Tunnels go down on an NSX Edge configured with multiple VTEPs after a single uplink on the hosting ESXi node is brought down.
Outage observed for North-South traffic affecting workload VMs.
Southbound traffic fails to switch over to the remaining active (UP) tunnels.
Edge configuration confirms TEP Group is disabled: "tn-tep-group-enabled": false.
Edge vmkernel logs (datapathd) indicate a 50% drop in active tunnels following the uplink failure.

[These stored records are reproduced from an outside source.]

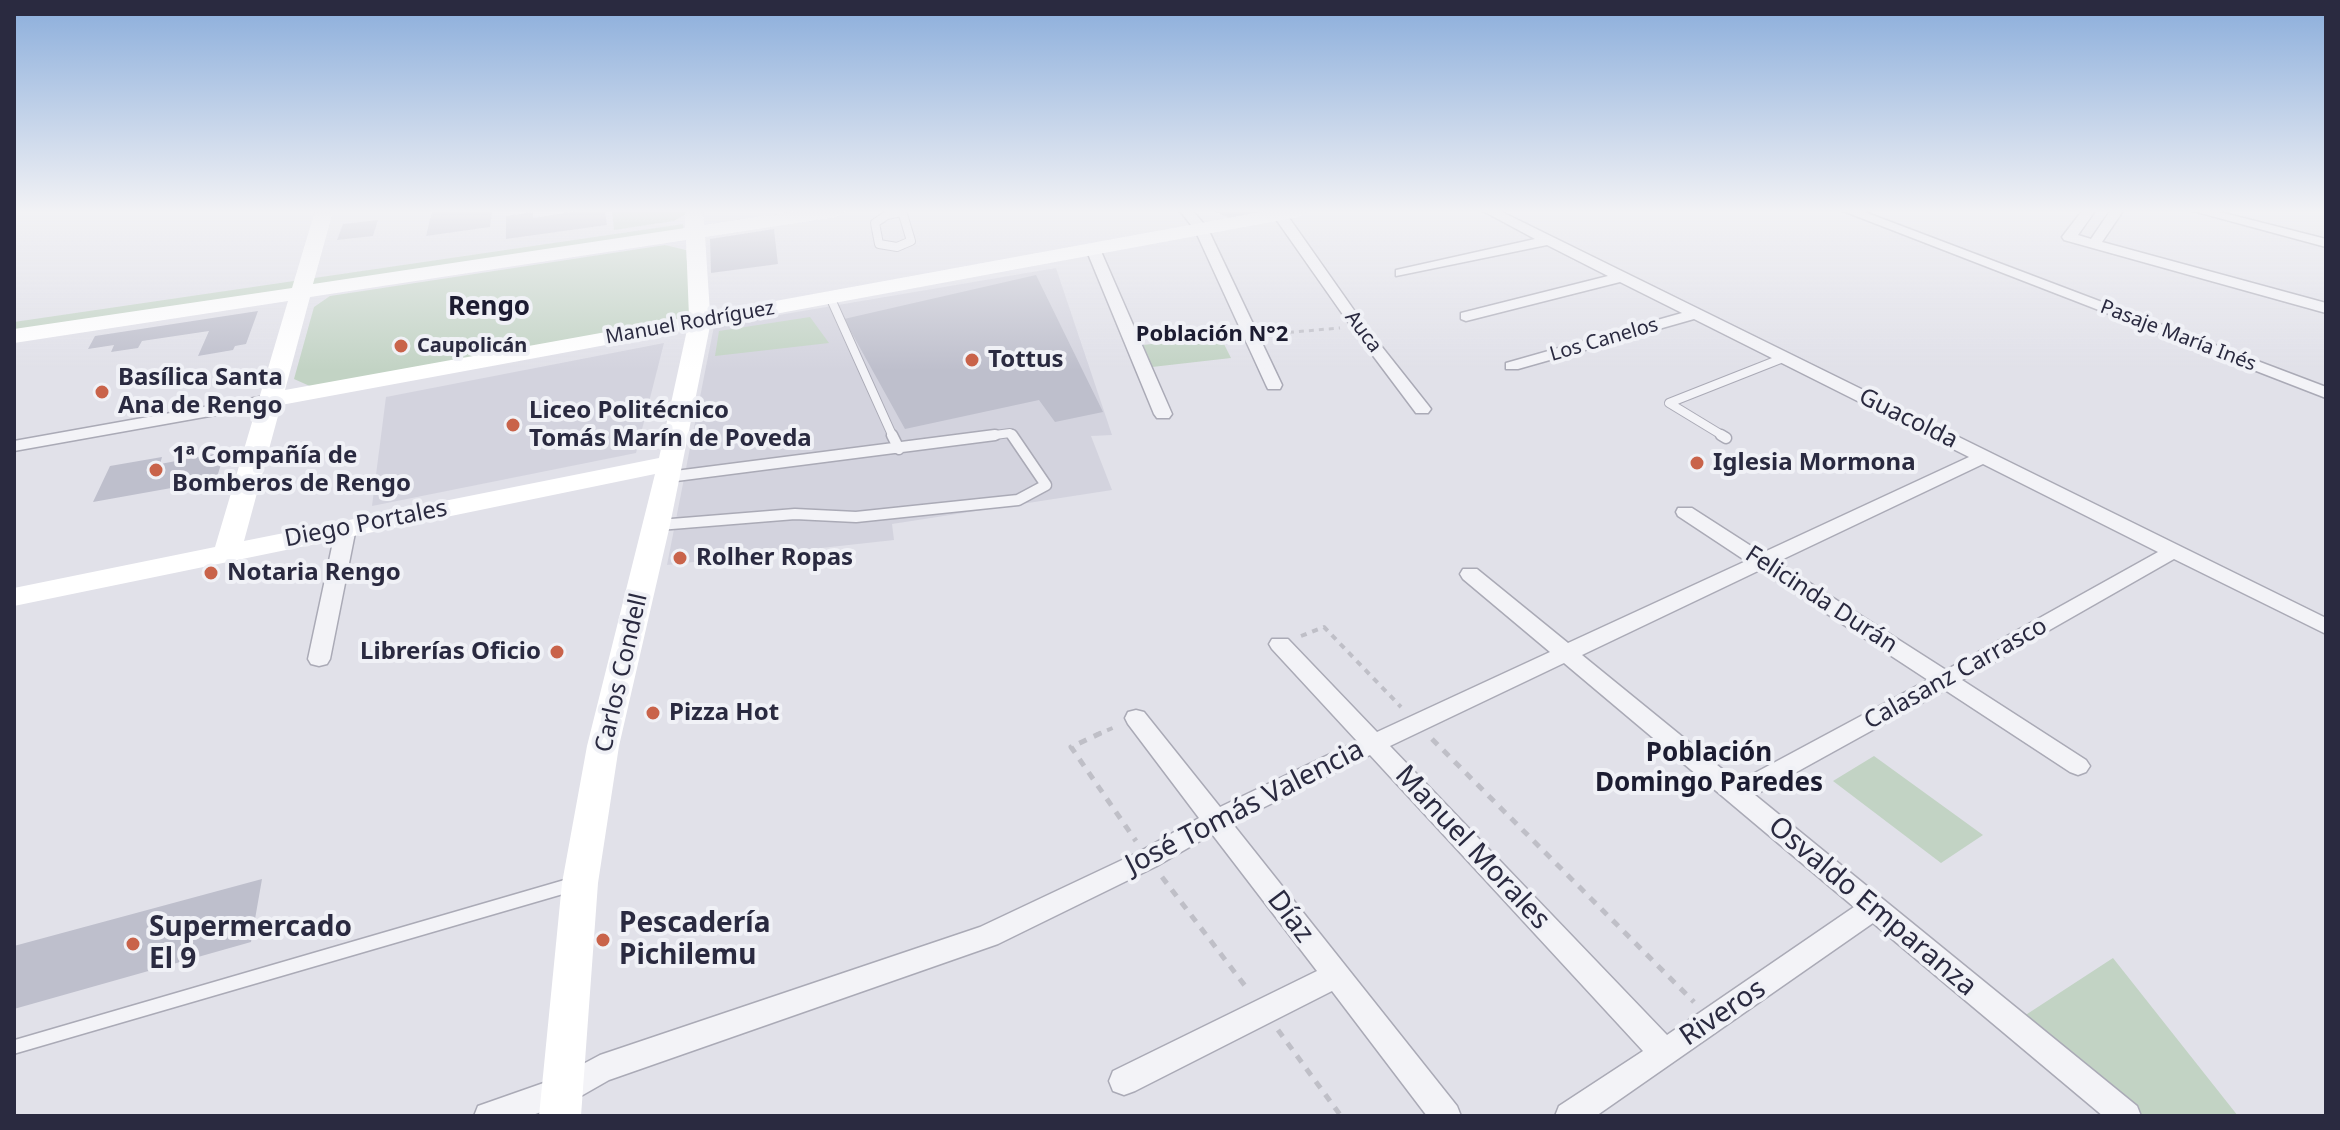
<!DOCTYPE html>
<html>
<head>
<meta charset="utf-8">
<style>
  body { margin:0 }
  #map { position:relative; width:2340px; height:1130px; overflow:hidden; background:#e1e1e9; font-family:"Noto Sans",sans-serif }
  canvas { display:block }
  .frame { position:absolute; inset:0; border:16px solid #2a2a40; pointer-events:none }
</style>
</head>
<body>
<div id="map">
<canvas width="2340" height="1130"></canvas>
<div class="frame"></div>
</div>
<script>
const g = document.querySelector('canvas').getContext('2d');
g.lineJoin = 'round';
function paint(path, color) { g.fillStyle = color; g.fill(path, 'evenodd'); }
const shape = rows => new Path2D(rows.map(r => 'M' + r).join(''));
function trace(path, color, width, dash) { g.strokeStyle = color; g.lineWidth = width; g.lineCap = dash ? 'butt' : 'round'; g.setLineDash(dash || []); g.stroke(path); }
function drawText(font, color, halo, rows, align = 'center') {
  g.font = font + ' "Noto Sans",sans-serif'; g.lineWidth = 8; g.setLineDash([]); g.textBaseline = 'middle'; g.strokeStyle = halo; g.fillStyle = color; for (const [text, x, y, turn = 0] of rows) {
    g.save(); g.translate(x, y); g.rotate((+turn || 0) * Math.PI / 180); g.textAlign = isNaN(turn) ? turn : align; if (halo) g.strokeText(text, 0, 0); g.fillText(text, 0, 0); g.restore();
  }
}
paint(shape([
  [1056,268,1112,435,1091,436,1112,490,892,524,894,540,667,565,714,326],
  [664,343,636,453,372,506,386,397]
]), '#d3d3de');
paint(shape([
  [612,211,688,211,688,213,674,221,614,230],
  [683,224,684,235,14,334,14,322],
  [665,245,686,250,691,307,689,312,674,321,312,387,294,379,314,307,330,296],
  [810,317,829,343,715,356,719,331],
  [1220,336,1231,358,1152,367,1143,345],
  [1874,756,1983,835,1941,863,1833,781],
  [2113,958,2238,1116,2134,1116,2021,1018]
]), '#c2d3c4');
paint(shape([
  [432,211,492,211,490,227,426,236],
  [576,211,605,211,607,225,506,239,506,216,533,212,533,218],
  [1214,211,1261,211,1261,213,1229,218],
  [378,220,373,236,337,240,343,224],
  [774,229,778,264,711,273,710,239],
  [1036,275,1103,412,1055,422,1039,400,905,429,844,319],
  [258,311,246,344,235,346,233,350,198,356,209,331,142,341,138,348,111,352,114,345,88,349,95,336],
  [225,452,216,480,93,502,110,466,162,457,160,464],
  [262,879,251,942,14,1009,14,946]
]), '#bebfcc');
const laneFar2 = shape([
  [902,211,911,241,897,247,879,244,875,223,887,215,902,212],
  [830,297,893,437],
  [980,437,1010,433,1013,437],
  [1725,437,1669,403,1783,358]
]);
const laneFar1 = shape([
  [892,435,899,449],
  [1721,435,1726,438],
  [668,477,995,435],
  [659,525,795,514,856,517,1018,500,1046,485,1012,435]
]);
const lane = shape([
  [14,1047,574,884]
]);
const street = shape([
  [1180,211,1193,211,1208,229,1282,385,1280,389,1268,389,1266,385,1195,230,1180,211],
  [1483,211,1500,211,2326,618,2326,634,2174,559,1962,680,2086,760,2090,766,2086,772,2078,775,2070,772,1945,690,1755,795,2137,1106,2141,1116,2103,1116,1873,923,1596,1116,1555,1116,1559,1106,1643,1051,1370,755,1232,823,1457,1106,1461,1116,1427,1116,1332,991,1135,1091,1124,1095,1113,1091,1109,1081,1113,1071,1317,971,1212,834,1157,866,998,944,609,1080,574,1100,530,1116,474,1116,478,1106,555,1079,600,1055,980,927,1139,852,1199,818,1128,724,1125,718,1128,712,1136,710,1144,712,1220,807,1357,741,1272,649,1269,644,1272,639,1288,639,1377,732,1550,652,1463,579,1460,574,1463,569,1477,569,1568,643,1746,561,1678,516,1676,512,1678,508,1692,508,1762,553,1969,457,1694,319,1518,369,1506,369,1506,363,1682,313,1620,282,1466,321,1461,319,1461,313,1608,276,1547,245,1396,276,1396,270,1535,239,1483,211],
  [1983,464,2158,552,1946,670,1777,562,1983,464],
  [1760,570,1928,680,1738,782,1582,655,1760,570],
  [1564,663,1854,907,1667,1035,1390,746,1564,663],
  [1843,211,1862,211,2326,387,2326,398,1843,211],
  [2082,211,2095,211,2078,235,2091,239,2110,211,2123,211,2102,242,2326,303,2326,313,2064,240,2062,237,2082,211],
  [2193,211,2216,211,2326,239,2326,247,2193,211],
  [1275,212,1285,212,1363,323,1428,405,1431,409,1428,413,1416,413,1353,329,1273,215,1275,212],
  [1093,245,1100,249,1172,414,1169,418,1157,418,1154,414,1086,249,1093,245],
  [271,395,279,400,277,404,14,451,14,441,271,395],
  [346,522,356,528,330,659,327,664,319,666,311,664,308,659,336,528,346,522]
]);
trace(laneFar2, '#aaaab6', 10);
trace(laneFar1, '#aaaab6', 13);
trace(lane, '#aaaab6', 16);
trace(street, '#aaaab6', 3);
trace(shape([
  [1269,334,1340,328]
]), '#bfbfc7', 3, [5, 5]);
trace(shape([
  [1301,636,1324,627,1401,707],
  [1096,735,1115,727]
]), '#bfbfc7', 4, [6, 6]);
trace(shape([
  [1101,733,1071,747,1136,841],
  [1432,739,1694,1002],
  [1162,877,1249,991],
  [1278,1030,1341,1116]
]), '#bfbfc7', 5, [8, 8]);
trace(laneFar2, '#f3f3f7', 8);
trace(laneFar1, '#f3f3f7', 10);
trace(lane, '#f3f3f7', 13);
paint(street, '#f3f3f7');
paint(shape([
  [315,211,333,211,313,284,685,228,685,211,703,211,704,225,797,211,845,211,836,217,705,237,710,313,1266,211,1307,211,1298,217,710,326,670,525,619,746,598,883,581,1116,539,1116,562,883,587,746,655,474,14,606,14,588,215,547,288,301,14,343,14,329,292,288,315,211],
  [686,240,689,317,285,390,310,297,686,240],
  [687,330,659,458,244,541,281,405,687,330]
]), '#fff');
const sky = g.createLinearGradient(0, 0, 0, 370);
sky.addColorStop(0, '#8aaddb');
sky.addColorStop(0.57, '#f2f2f5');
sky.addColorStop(1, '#f2f2f500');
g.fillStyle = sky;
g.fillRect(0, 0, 2340, 370);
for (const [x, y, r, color] of [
  [401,346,8,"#c9634a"],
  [972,360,8,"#c9634a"],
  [102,392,8,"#c9634a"],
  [513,425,8,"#c9634a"],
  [1697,463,8,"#c9634a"],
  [156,470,8,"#c9634a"],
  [680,558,8,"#c9634a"],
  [211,573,8,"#c9634a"],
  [557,652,8,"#c9634a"],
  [653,713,8,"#c9634a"],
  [603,940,8,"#c9634a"],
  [133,944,8,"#c9634a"]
]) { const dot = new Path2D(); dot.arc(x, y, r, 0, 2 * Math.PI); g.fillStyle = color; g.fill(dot); trace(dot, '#f0f1f6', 3); }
drawText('20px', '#2a2a40', '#f0f1f6', [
  ["Manuel Rodríguez",690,323,-10],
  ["Auca",1363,332,53],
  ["Pasaje María Inés",2178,336,21],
  ["Los Canelos",1604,340,-16]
]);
drawText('bold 20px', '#2a2a40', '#f0f1f6', [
  ["Caupolicán",417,346]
], 'left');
drawText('bold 22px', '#1c1c31', '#f0f1f6', [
  ["Población N°2",1212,335]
]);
drawText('bold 24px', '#2a2a40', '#f0f1f6', [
  ["Tottus",988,360],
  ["Basílica Santa",118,378],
  ["Ana de Rengo",118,406],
  ["Liceo Politécnico",529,411],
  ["Tomás Marín de Poveda",529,439],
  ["1ª Compañía de",172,456],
  ["Bomberos de Rengo",172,484],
  ["Iglesia Mormona",1713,463],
  ["Rolher Ropas",696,558],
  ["Notaria Rengo",227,573],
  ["Librerías Oficio",541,652,"right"],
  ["Pizza Hot",669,713]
], 'left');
drawText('24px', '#2a2a40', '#f0f1f6', [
  ["Guacolda",1908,419,26],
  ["Diego Portales",366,524,-11],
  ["Felicinda Durán",1821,600,33],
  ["Carlos Condell",622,673,-77],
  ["Calasanz Carrasco",1956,674,-29]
]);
drawText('bold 26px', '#1c1c31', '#f0f1f6', [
  ["Rengo",489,308]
]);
drawText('bold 26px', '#1c1c31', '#f0f1f6', [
  ["Población",1709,754],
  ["Domingo Paredes",1709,784]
]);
drawText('28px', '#2a2a40', '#f0f1f6', [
  ["José Tomás Valencia",1245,808,-27],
  ["Manuel Morales",1472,848,47],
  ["Osvaldo Emparanza",1872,907,40],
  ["Díaz",1290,917,53],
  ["Riveros",1723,1013,-34]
]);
drawText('bold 28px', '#2a2a40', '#f0f1f6', [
  ["Pescadería",619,924],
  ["Pichilemu",619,956],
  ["Supermercado",149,928],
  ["El 9",149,960]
], 'left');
</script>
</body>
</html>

Log Evidence: Before uplink down event: 2023-12-12T07:12:12 NSX [nsx comp="nsx-edge" subcomp="datapathd" level="INFO"] Total tunnels: 440, up: 440, down: 0, unknown: 0, skipped: 0
After bringing down one uplink: 2023-12-12T07:13:55 NSX [nsx comp="nsx-edge" subcomp="datapathd" level="INFO"] Total tunnels: 440, up: 220, down: 220, unknown: 0, skipped: 0
The NSX Edge is currently operating in native multi-VTEP mode. In native multi-VTEP mode, the Edge does not dynamically select an active VTEP for outbound traffic if a path fails. Failover is not natively supported in this mode, and Bidirectional Forwarding Detection (BFD) is not responsible for traffic forwarding operations under this configuration. The traffic failure is an expected architectural behavior when "tn-tep-group-enabled" is set to false.
For failover to work in this scenario, Edge must be reconfigured to use TEP Group mode.
NSX 4.2.1 introduced Group TEP High Availability for Edge nodes based on BFD session state.
This feature addresses the TEP failure scenario: when a TEP Group is marked Down, another TEP Group takes over the traffic Release Notes. This feature is not enabled by default.